On Sat, 5 Oct 2024 at 15:54, Kent Overstreet <kent.overstreet@linux.dev> wrote: > > The vast majority of those fixes are all ~2 weeks old. With the patches not appearing on the list, that seems entirely irrelevant. Apparently they are 2 weeks on IN YOUR TREE. And absolutely nowhere else. > Let that sink in. Seriously. You completely dodged my actual argument, except for pointing at how we didn't have process two decades ago. If you can't actually even face this, what's the point any more? Linus
On Sat, Oct 05, 2024 at 04:15:25PM GMT, Linus Torvalds wrote: > On Sat, 5 Oct 2024 at 15:54, Kent Overstreet <kent.overstreet@linux.dev> wrote: > > > > The vast majority of those fixes are all ~2 weeks old. > > With the patches not appearing on the list, that seems entirely irrelevant. > > Apparently they are 2 weeks on IN YOUR TREE. > > And absolutely nowhere else. If what you want is patches appearing on the list, I'm not unwilling to make that change. I take issue, and indeed even dig my heels in, when the only people asking for that are _only_ yelling about that and aren't involved otherwise. But you will find that if you talk to me as one human being to another, where we can share and listen to each other's concerns, I'm more than happy to be reasonable. But I'm not going to just toe the line when it's just yelling. Seriously. Because the last time you flipped out over a pull request, I spent the rest of the cycle telling people "x y and z are fixed, but you'll have to build my tree instead of running a released kernel". And that gets tiresome; some of the bugs were significant - and no issues to date have been found in the stuff you kicked back, which tells me my process is just fine. So let _that_ sink in. In order to support my userbase, as well as iterate to find the _next_ set of bugs, I have to be able to ship bugfixes in a timely manner, and if that's going to keep being an issue perhaps I should be having those conversations with distro kernel maintainers now, instead of later. > > Let that sink in. > > Seriously. > > You completely dodged my actual argument, except for pointing at how > we didn't have process two decades ago. > > If you can't actually even face this, what's the point any more? Face _what_ exactly? Because at this point, I can't even tell what it is you want, what you're reacting to keeps shifting.

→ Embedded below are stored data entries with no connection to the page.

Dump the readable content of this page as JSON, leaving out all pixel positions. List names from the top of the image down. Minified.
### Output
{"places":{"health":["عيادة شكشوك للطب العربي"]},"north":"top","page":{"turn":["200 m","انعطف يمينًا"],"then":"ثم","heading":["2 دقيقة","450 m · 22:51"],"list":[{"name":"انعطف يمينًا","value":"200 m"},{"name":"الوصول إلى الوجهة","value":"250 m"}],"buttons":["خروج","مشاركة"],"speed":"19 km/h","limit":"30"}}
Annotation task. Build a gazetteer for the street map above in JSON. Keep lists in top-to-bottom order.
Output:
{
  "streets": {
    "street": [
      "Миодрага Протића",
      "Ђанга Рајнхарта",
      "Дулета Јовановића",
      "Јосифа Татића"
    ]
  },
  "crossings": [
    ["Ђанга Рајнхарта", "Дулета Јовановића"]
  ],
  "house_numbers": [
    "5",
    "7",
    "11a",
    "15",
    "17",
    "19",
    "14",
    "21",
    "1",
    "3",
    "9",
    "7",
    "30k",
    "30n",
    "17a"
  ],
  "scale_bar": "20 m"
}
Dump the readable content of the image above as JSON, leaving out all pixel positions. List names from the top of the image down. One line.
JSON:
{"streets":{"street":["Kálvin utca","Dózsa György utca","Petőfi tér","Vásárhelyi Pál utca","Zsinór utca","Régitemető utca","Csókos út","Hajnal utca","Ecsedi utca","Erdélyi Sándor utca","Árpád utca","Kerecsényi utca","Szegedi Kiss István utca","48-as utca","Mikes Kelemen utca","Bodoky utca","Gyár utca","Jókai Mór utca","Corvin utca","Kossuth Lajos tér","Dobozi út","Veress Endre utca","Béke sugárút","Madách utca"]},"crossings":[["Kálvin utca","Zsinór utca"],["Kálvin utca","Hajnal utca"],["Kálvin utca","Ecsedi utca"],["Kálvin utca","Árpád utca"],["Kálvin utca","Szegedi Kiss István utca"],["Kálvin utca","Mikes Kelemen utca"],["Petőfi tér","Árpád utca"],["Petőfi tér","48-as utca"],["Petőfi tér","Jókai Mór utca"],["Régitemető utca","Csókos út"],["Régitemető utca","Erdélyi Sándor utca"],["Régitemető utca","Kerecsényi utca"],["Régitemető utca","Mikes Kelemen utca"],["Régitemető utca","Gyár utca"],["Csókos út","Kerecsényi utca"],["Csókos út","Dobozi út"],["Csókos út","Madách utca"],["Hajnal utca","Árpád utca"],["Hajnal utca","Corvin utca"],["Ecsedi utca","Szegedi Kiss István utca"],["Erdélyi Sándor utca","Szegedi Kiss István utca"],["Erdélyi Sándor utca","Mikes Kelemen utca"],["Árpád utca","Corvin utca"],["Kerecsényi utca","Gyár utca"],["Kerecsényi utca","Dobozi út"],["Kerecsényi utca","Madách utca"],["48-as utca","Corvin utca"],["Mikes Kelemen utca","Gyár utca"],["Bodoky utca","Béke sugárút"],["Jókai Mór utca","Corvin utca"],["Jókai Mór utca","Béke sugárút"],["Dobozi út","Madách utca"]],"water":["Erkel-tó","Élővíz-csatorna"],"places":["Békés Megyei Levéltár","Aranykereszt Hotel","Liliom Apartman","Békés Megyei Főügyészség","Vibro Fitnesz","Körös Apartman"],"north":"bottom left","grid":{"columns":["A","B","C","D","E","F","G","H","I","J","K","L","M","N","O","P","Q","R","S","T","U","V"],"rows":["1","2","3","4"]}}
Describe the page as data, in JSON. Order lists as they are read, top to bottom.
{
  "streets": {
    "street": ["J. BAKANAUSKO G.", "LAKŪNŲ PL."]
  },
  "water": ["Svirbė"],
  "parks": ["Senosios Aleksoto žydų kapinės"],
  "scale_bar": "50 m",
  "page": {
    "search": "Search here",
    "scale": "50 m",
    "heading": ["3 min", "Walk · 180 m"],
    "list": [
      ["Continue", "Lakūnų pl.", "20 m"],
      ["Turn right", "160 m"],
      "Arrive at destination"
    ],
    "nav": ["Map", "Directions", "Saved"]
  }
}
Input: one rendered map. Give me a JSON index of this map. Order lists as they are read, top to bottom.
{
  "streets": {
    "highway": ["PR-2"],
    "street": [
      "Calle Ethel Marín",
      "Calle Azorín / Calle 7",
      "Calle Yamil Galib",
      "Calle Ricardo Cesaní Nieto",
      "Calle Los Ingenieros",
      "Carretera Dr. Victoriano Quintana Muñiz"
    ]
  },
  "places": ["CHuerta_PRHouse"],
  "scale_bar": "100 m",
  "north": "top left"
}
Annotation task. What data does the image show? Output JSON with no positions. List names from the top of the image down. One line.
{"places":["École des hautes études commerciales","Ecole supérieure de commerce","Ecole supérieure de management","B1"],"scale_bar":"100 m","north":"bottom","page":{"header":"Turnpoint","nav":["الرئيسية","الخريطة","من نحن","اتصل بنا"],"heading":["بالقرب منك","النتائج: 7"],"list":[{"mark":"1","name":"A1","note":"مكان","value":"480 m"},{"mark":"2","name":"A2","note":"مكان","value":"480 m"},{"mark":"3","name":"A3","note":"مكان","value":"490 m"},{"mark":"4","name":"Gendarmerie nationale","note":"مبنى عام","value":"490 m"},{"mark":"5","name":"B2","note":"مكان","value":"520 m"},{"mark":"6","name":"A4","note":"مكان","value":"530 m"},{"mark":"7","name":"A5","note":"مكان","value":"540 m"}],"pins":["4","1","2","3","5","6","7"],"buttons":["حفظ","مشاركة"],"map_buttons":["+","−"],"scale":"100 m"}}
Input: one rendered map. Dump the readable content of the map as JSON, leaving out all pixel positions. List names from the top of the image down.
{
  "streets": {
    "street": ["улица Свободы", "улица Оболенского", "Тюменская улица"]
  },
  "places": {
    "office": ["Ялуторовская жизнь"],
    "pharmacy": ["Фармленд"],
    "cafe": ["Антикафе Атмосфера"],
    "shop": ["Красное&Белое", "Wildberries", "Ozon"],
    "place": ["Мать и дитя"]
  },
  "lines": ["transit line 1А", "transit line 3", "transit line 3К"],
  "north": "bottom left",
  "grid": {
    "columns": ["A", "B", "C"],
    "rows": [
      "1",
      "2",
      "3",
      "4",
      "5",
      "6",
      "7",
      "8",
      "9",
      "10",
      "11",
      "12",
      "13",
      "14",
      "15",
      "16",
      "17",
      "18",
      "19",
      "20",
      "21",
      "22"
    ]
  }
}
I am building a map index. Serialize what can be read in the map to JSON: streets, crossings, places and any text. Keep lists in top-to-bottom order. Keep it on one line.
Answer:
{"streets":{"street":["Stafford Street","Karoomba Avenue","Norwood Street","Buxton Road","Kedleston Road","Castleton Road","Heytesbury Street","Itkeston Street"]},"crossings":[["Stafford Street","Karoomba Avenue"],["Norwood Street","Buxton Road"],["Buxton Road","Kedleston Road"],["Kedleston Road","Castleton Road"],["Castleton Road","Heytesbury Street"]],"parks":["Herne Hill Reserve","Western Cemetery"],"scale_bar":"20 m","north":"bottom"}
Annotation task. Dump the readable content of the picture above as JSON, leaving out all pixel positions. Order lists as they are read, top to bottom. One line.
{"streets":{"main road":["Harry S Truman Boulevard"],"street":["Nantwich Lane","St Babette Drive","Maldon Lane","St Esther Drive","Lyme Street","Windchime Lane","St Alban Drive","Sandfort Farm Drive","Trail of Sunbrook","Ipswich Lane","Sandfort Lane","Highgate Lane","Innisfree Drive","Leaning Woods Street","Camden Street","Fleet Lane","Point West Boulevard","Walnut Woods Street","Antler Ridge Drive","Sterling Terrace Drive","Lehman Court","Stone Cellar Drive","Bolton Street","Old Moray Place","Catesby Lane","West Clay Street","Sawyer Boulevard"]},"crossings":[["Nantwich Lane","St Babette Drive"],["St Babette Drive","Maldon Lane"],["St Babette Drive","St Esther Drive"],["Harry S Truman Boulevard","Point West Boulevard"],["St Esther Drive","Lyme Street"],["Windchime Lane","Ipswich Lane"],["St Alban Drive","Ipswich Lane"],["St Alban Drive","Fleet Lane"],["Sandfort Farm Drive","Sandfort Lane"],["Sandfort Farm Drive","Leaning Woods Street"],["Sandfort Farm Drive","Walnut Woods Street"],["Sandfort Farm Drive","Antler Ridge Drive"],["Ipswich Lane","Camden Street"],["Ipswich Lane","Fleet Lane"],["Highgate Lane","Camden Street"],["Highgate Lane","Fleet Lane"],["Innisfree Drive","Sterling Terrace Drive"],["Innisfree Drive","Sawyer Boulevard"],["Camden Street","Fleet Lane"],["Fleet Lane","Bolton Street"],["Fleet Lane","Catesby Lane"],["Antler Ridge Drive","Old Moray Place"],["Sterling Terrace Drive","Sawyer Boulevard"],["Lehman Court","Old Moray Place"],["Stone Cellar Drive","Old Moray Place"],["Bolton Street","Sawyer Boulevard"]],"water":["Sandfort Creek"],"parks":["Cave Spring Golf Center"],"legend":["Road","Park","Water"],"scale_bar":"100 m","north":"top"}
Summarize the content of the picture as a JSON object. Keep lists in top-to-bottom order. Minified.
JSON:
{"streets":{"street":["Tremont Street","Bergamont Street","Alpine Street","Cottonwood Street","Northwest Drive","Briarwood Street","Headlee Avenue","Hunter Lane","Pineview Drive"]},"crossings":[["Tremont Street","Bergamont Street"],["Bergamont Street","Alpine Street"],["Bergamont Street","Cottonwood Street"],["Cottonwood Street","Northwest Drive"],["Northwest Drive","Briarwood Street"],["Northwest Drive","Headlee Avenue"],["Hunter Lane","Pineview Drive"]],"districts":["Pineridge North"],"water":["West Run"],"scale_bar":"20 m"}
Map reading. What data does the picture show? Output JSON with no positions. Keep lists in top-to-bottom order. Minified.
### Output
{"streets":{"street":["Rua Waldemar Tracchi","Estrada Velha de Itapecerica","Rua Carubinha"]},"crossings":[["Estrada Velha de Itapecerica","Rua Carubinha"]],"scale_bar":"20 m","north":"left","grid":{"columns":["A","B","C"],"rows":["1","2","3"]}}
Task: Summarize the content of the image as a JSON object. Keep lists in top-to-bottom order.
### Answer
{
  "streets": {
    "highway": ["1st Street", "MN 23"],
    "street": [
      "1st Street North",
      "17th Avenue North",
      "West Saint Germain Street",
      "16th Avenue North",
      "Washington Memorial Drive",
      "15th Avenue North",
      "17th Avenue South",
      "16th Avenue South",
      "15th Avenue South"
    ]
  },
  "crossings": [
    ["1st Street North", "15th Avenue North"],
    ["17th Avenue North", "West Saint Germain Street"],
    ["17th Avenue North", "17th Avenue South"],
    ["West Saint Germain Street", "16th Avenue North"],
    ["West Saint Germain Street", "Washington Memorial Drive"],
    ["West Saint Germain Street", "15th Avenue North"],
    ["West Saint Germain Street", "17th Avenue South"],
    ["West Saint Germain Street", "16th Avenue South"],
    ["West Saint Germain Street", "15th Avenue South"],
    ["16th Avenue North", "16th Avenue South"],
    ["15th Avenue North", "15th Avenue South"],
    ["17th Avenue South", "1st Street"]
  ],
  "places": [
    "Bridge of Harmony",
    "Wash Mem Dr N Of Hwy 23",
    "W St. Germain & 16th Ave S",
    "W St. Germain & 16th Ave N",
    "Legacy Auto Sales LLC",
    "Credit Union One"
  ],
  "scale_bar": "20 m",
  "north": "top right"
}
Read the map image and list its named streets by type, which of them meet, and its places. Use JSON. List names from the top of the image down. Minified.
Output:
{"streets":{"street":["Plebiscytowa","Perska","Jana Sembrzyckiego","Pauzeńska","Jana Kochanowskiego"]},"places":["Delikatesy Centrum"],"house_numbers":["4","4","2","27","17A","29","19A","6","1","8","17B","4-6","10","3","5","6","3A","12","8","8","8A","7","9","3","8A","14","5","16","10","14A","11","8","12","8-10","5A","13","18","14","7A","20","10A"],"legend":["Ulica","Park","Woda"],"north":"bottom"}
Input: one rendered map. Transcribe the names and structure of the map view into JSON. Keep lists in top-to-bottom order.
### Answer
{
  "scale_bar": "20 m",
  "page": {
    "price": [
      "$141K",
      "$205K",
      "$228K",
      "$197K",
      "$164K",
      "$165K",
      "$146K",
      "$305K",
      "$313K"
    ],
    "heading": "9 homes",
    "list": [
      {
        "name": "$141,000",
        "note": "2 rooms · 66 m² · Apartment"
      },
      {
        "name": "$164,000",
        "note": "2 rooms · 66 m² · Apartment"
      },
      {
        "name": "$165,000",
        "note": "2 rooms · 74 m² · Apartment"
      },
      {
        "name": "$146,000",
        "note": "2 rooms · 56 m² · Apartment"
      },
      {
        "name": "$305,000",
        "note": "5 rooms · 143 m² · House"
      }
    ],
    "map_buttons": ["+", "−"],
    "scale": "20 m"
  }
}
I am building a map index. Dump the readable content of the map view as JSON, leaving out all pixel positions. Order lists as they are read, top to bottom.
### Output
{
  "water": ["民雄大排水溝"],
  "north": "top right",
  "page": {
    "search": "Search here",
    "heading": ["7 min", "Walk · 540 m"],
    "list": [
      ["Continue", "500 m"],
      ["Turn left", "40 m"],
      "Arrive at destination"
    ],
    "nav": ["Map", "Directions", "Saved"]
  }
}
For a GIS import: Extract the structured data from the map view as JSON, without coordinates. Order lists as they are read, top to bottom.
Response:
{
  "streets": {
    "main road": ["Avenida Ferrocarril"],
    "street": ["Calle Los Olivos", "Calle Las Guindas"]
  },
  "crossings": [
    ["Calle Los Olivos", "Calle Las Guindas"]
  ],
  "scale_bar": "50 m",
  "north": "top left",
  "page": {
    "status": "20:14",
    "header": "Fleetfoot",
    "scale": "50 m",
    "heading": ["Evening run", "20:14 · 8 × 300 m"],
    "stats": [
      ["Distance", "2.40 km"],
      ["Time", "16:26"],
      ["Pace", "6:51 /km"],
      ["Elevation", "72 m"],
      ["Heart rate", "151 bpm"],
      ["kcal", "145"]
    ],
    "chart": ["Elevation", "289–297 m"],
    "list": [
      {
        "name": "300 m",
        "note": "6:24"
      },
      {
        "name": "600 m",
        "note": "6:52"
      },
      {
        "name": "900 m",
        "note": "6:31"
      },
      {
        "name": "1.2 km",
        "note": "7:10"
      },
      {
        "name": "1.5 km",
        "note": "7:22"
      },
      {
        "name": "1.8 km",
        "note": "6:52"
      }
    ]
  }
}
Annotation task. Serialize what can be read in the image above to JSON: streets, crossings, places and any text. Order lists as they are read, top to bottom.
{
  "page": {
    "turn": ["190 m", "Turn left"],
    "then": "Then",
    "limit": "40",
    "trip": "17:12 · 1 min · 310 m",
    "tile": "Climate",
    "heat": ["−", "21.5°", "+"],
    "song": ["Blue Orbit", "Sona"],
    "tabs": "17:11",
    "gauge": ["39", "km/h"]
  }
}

On Sat, Oct 05, 2024 at 07:41:03PM GMT, Kent Overstreet wrote: > Face _what_ exactly? Because at this point, I can't even tell what it is > you want, what you're reacting to keeps shifting. And more than that, I'm done with trying to cater, and I'm done with these long winded rants. Look, I quite enjoy the direct approach, but I'm done with having to apologize for you in order to calm people down every time this happens. If you're so convinced you know best, I invite you to start writing your own filesystem. Go for it.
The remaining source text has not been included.